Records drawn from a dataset

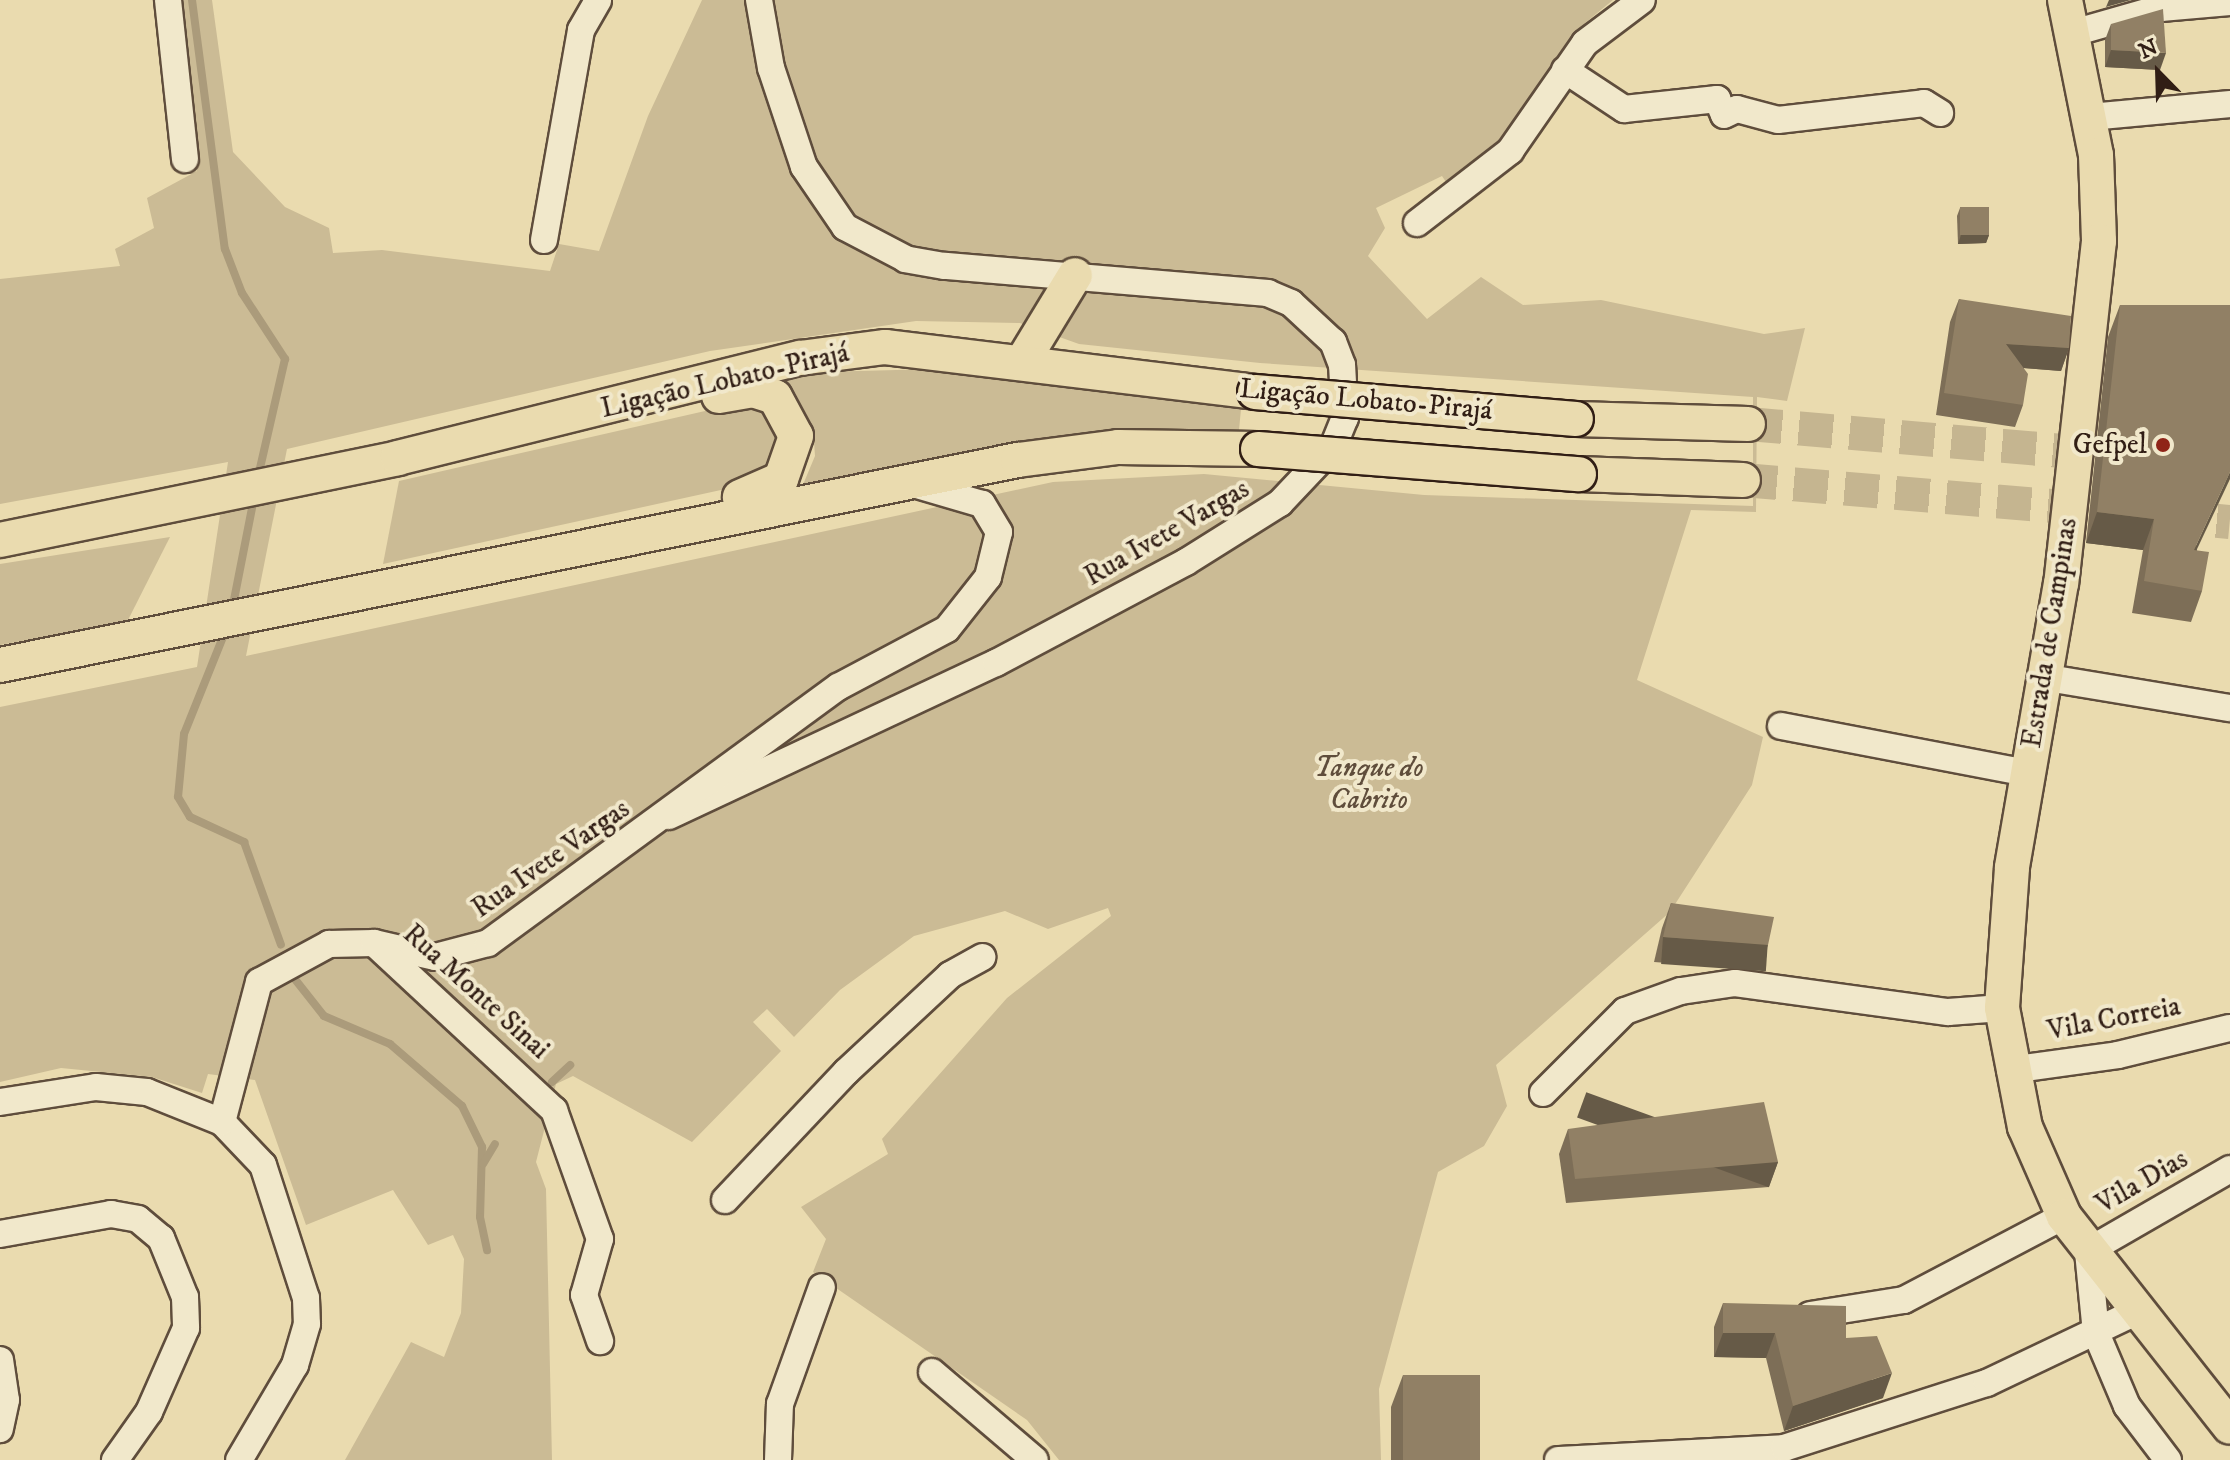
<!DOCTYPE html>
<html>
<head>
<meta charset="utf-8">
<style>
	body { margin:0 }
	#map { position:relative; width:2230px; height:1460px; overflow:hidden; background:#eadbaf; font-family:"IM FELL DW Pica",serif }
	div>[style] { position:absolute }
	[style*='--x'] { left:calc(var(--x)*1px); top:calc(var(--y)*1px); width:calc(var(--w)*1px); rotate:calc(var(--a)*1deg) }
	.green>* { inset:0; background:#cbbb95 }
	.stream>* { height:8px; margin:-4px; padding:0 4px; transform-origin:4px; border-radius:4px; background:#ab9b7b }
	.major-tunnel>* { height:34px; margin-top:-17px; transform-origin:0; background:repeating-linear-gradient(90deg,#c5b590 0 34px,transparent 0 51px) }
	.roads { filter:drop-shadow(2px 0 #5f4d3c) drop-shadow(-2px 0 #5f4d3c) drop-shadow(0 2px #5f4d3c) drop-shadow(0 -2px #5f4d3c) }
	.minor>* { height:26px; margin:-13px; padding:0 13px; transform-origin:13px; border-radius:13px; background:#f1e8cb }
	.major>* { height:34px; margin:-17px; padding:0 17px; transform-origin:17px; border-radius:17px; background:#eadbaf }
	.bridges { filter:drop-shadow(2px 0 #311e15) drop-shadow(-2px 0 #311e15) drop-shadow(0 2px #311e15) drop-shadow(0 -2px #311e15) }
	.major-bridge>* { height:34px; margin:-17px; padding:0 17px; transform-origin:17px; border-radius:17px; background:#eadbaf }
	.wall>* { inset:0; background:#7d6e57 }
	.shaded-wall>* { inset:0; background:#665a47; transform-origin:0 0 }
	.building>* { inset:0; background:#918065; transform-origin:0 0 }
	.dots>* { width:22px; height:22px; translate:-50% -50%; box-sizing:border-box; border:4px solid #f1e8cb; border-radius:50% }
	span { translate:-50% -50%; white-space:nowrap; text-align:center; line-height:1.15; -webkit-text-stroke:8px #f1e8cb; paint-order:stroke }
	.street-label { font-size:28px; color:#311e15 }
	.poi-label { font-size:28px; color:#311e15 }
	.right { translate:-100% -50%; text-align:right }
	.park-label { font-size:28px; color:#5f4d3b; font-style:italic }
	.north { position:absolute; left:2118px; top:32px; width:80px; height:80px; -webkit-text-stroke:6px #f1e8cb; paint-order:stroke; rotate:337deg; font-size:22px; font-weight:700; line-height:32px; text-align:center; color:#311e15 }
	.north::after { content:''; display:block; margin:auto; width:28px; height:36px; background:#311e15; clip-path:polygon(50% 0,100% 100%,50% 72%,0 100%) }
</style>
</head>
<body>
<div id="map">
	<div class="green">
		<i style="clip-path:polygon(evenodd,179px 0,212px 0,233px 152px,285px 207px,329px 228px,333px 253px,382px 250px,550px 271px,559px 244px,599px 251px,648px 116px,702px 0,1613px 0,1585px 23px,1495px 145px,1446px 182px,1442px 176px,1376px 208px,1385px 228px,1368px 256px,1427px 319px,1481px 277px,1523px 305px,1601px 300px,1764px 334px,1805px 328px,1787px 401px,1757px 397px,1756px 512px,1691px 510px,1637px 680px,1763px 737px,1752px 785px,1670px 912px,1496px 1065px,1507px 1106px,1484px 1146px,1438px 1172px,1379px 1389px,1381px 1460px,1059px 1460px,1027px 1420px,813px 1272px,826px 1239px,801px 1207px,888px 1154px,882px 1139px,1007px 998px,1111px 916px,1108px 908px,1048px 929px,1005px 911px,914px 936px,840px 990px,794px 1037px,767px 1009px,753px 1022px,781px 1051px,692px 1142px,573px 1076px,556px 1084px,536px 1162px,546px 1189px,552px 1460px,345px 1460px,411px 1342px,444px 1357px,461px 1313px,464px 1259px,453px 1235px,428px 1245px,393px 1190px,306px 1225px,255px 1080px,208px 1074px,202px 1093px,152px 1077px,61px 1068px,0 1082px,0 707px,197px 667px,228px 462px,0 504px,0 279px,120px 266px,115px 249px,154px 228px,147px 198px,197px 171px,179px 0,916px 321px,1020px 323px,1079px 344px,1260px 363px,1753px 397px,1753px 506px,1424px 495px,1204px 474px,1053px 482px,246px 656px,287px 449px,710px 351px,916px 321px)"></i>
		<i style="clip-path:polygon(936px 369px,1241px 409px,1239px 430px,1101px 430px,802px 487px,815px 456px,813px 427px,795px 393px,776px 382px,818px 372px)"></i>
		<i style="clip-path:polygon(740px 403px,768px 412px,778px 431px,775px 467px,730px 488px,383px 564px,399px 481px)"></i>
		<i style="clip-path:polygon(170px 537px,127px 622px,0 645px,0 564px)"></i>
	</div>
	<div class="stream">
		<i style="--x:192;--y:0;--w:251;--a:82.5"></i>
		<i style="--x:225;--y:249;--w:47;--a:68.9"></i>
		<i style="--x:242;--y:293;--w:79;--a:56.9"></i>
		<i style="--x:285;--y:359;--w:121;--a:102.9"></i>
		<i style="--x:232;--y:610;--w:114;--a:-78.9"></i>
		<i style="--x:227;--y:627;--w:115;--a:111.9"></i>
		<i style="--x:184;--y:734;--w:63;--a:95.4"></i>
		<i style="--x:178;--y:797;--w:23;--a:59"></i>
		<i style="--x:190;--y:817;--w:60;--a:24.8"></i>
		<i style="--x:244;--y:842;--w:109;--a:70.2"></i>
		<i style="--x:294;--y:978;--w:48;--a:51.7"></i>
		<i style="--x:324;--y:1016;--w:72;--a:23"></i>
		<i style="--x:390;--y:1044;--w:95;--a:40.7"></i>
		<i style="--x:462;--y:1106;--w:46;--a:64"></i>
		<i style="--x:482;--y:1147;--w:70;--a:91.6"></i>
		<i style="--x:480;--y:1217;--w:34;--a:78"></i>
		<i style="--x:552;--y:1082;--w:25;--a:-43"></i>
		<i style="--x:483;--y:1164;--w:23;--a:-59"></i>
	</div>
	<div class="major-tunnel">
		<i style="--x:1748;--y:424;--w:484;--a:4.9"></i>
		<i style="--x:1743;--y:480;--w:355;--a:4.8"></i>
		<i style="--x:2166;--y:516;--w:64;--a:5.4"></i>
	</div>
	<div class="roads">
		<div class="minor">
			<i style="--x:168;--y:0;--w:160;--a:83.9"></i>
			<i style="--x:2073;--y:33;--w:91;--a:-15.9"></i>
			<i style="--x:2161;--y:8;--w:69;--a:-5"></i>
			<i style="--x:1565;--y:70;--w:71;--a:33.5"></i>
			<i style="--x:1624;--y:109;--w:94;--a:-6.1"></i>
			<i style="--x:1717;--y:99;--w:17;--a:66"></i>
			<i style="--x:1724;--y:115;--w:14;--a:-25"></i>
			<i style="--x:1737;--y:109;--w:42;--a:15"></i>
			<i style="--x:1778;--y:120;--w:147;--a:-6.6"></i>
			<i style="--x:1924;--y:103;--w:19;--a:32"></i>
			<i style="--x:2090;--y:117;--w:141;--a:-5.3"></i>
			<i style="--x:1417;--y:223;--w:118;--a:-37.7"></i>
			<i style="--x:1510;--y:151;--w:131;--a:-55.2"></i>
			<i style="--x:1585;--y:43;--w:71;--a:-37"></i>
			<i style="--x:544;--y:240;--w:213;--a:-80"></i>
			<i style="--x:581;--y:30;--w:34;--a:-60"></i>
			<i style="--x:2048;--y:678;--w:184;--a:9.4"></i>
			<i style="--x:1781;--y:726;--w:251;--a:10.8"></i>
			<i style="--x:669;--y:816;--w:361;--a:-25.1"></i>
			<i style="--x:996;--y:663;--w:215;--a:-28"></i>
			<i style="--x:1186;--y:562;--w:111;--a:-32.1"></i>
			<i style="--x:1280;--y:503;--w:77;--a:-46.6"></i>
			<i style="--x:1333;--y:447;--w:31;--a:-68"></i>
			<i style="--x:1345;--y:418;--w:53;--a:-93.2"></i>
			<i style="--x:1342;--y:365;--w:25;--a:-111"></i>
			<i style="--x:1333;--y:342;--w:57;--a:-137.1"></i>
			<i style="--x:1291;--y:303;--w:25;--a:-157"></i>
			<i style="--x:1268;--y:293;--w:325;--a:-175.2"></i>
			<i style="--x:944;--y:266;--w:39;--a:-170"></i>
			<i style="--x:906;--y:259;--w:69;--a:-152.3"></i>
			<i style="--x:845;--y:227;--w:73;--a:-124.3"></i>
			<i style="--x:804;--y:167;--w:104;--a:-108.4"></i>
			<i style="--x:771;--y:68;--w:69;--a:-100"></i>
			<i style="--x:374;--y:943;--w:63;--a:12.9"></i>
			<i style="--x:435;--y:957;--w:55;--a:-14.8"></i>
			<i style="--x:488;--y:943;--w:434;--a:-36.2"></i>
			<i style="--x:838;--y:687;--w:123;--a:-28"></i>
			<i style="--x:947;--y:629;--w:66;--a:-51.7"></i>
			<i style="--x:988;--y:577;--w:46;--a:-76.3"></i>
			<i style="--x:999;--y:532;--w:33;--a:-121"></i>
			<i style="--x:982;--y:504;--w:65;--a:-163.8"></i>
			<i style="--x:2010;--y:1070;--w:109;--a:-7.9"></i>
			<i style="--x:2118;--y:1055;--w:115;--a:-13.6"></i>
			<i style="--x:1543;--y:1093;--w:116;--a:-45"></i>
			<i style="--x:1625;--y:1011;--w:59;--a:-19.7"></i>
			<i style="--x:1681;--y:991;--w:55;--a:-8.4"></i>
			<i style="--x:1735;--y:983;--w:215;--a:7.8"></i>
			<i style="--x:1948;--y:1012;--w:54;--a:-4.2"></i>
			<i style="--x:0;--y:1102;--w:97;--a:-8.9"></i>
			<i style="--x:96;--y:1087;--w:51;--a:5.6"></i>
			<i style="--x:147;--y:1092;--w:81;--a:21.8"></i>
			<i style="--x:222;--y:1122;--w:59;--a:46.4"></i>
			<i style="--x:263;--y:1165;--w:140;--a:72.1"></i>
			<i style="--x:306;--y:1298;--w:26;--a:88"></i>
			<i style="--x:307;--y:1324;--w:43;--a:106.3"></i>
			<i style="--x:295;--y:1365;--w:110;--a:120.5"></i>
			<i style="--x:222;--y:1122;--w:145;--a:-75.2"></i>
			<i style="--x:259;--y:982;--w:80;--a:-28.5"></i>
			<i style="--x:329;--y:944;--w:45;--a:-1.3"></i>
			<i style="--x:374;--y:943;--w:246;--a:42.9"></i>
			<i style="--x:554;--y:1110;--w:137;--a:70.4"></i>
			<i style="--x:600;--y:1239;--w:58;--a:105.9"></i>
			<i style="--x:584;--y:1295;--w:49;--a:70.8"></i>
			<i style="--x:725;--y:1200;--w:176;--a:-46.6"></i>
			<i style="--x:846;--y:1072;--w:142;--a:-43"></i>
			<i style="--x:950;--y:975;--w:37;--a:-29"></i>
			<i style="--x:0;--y:1234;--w:113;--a:-10.2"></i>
			<i style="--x:111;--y:1214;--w:27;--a:10"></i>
			<i style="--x:138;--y:1219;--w:30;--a:40"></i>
			<i style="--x:161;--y:1238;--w:64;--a:67.9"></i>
			<i style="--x:185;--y:1297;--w:31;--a:88"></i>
			<i style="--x:186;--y:1328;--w:92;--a:113.8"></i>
			<i style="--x:149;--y:1412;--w:59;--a:125.3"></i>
			<i style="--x:1810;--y:1315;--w:95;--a:-9.1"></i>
			<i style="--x:1904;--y:1300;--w:181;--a:-27.7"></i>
			<i style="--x:0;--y:1360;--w:40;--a:81.5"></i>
			<i style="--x:6;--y:1400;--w:30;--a:102"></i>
			<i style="--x:932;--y:1372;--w:135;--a:40.5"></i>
			<i style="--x:778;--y:1460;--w:56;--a:-88"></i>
			<i style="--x:780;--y:1404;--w:124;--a:-70.3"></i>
			<i style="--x:1558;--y:1460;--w:226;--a:-3"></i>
			<i style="--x:1784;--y:1448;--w:213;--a:-17.8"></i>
			<i style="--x:1987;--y:1383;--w:167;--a:-25.5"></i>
			<i style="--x:2168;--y:1460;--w:68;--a:-127.2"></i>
			<i style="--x:2127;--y:1406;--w:79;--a:-113"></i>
			<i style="--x:2096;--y:1333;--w:82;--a:-95.6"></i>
			<i style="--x:2088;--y:1251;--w:164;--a:-30"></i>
		</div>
		<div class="major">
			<i style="--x:2065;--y:0;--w:158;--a:78.7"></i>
			<i style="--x:2096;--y:155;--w:86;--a:88"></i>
			<i style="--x:2099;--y:241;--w:344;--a:96.3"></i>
			<i style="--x:2061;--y:583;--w:289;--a:99.8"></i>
			<i style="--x:2012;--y:868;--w:140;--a:94.1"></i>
			<i style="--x:2002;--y:1008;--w:121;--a:79.1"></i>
			<i style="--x:2025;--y:1127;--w:97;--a:66.3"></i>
			<i style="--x:2064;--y:1216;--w:268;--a:51.8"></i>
			<i style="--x:1024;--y:359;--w:98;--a:-58.7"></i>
			<i style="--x:719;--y:396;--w:35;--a:-10"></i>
			<i style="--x:753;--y:390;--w:23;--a:18"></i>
			<i style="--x:775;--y:397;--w:44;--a:61.7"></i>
			<i style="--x:796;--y:436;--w:46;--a:109.2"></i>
			<i style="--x:781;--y:479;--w:45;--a:156.3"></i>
			<i style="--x:1576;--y:419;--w:172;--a:1.7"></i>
			<i style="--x:1579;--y:474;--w:164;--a:2.1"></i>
			<i style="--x:0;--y:540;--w:406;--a:-11.6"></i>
			<i style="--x:398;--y:458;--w:414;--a:-14"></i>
			<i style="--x:800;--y:358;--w:86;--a:-7.4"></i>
			<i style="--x:885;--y:347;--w:373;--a:6.9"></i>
			<i style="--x:0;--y:665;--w:1038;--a:-11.39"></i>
			<i style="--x:1018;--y:460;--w:101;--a:-7.4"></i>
			<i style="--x:1118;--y:447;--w:140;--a:0.8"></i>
		</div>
	</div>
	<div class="bridges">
		<div class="major-bridge">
			<i style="--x:1255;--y:392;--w:322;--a:4.8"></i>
			<i style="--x:1258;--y:449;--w:322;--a:4.5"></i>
		</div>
	</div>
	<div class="wall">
		<i style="clip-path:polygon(2111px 24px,2160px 70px,2105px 67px,2105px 40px)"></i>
		<i style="clip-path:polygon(1960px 208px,1989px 235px,1986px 243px,1958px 244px,1957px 216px)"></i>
		<i style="clip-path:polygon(1959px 299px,2069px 348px,2061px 371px,2024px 368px,2023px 405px,2015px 427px,1936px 415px,1950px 322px)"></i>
		<i style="clip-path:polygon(2120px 305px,2197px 550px,2202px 591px,2191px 622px,2132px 613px,2143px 550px,2086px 543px,2108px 337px)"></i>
		<i style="clip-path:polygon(1671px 903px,1768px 945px,1759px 970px,1654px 962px,1662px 928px)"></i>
		<i style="clip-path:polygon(1568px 1129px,1778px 1162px,1769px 1187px,1566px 1203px,1559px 1154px)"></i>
		<i style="clip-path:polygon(1723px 1303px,1846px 1338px,1883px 1398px,1784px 1431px,1766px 1358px,1714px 1357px,1714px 1327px)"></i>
		<i style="clip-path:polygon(1403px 1375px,1475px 1460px,1391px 1460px,1391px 1407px)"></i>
	</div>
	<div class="shaded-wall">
		<i style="clip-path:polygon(2109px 0,2131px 0,2106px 7px)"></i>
		<i style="clip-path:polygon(2111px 50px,2166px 53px,2160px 70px,2105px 67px)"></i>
		<i style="clip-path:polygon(1961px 235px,1989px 235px,1986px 243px,1958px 244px)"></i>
		<i style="clip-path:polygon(2006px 344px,2069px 348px,2061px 371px,1998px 366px)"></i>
		<i style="clip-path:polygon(2230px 472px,2230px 479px,2182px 581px,2194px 550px)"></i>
		<i style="clip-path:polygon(2097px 512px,2154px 519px,2143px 550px,2086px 543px)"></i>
		<i style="left:1663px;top:937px;width:105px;height:27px;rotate:4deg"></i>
		<i style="left:1778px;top:1162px;width:27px;height:204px;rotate:110deg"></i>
		<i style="clip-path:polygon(1723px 1333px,1775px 1333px,1766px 1358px,1714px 1357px)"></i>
		<i style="clip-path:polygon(1892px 1373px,1883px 1398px,1784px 1431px,1793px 1406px)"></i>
	</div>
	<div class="building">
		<i style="clip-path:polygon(2163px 9px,2166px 53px,2111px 50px,2111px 24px)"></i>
		<i style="left:1989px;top:207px;width:28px;height:29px;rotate:90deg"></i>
		<i style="clip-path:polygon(1959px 299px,2071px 316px,2069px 348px,2006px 344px,2028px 374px,2023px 405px,1944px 393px)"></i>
		<i style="clip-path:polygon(2120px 305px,2230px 305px,2230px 472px,2194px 550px,2209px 552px,2202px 591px,2144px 581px,2154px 519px,2097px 512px)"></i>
		<i style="clip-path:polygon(1671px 903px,1774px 917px,1768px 945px,1663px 937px)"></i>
		<i style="clip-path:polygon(1764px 1102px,1778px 1162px,1575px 1179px,1568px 1129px)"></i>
		<i style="clip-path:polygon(1723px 1303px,1846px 1306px,1846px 1338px,1877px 1336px,1892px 1373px,1793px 1406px,1775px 1333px,1723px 1333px)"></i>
		<i style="left:1403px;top:1375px;width:77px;height:85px"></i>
	</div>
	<div class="dots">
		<i style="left:2163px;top:445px;background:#8f2418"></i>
	</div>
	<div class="street-label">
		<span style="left:725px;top:381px;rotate:-13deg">Ligação Lobato-Pirajá</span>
		<span style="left:1366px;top:400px;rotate:5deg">Ligação Lobato-Pirajá</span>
		<span style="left:1167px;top:533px;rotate:-30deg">Rua Ivete Vargas</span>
		<span style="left:2050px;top:633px;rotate:-81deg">Estrada de Campinas</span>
		<span style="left:551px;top:859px;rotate:-35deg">Rua Ivete Vargas</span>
		<span style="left:476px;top:992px;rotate:42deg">Rua Monte Sinai</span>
		<span style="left:2114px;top:1019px;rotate:-11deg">Vila Correia</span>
		<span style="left:2142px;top:1182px;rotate:-30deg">Vila Dias</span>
	</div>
	<div class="poi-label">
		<span class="right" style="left:2147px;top:445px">Gefpel</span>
	</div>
	<div class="park-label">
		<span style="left:1369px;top:784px">Tanque do<br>Cabrito</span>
	</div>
	<div class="north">N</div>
</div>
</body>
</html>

__Task goal__. Using the entries above, find all lines with "stream". Copy them.

__Exercise output__.
	.stream>* { height:8px; margin:-4px; padding:0 4px; transform-origin:4px; border-radius:4px; background:#ab9b7b }
	<div class="stream">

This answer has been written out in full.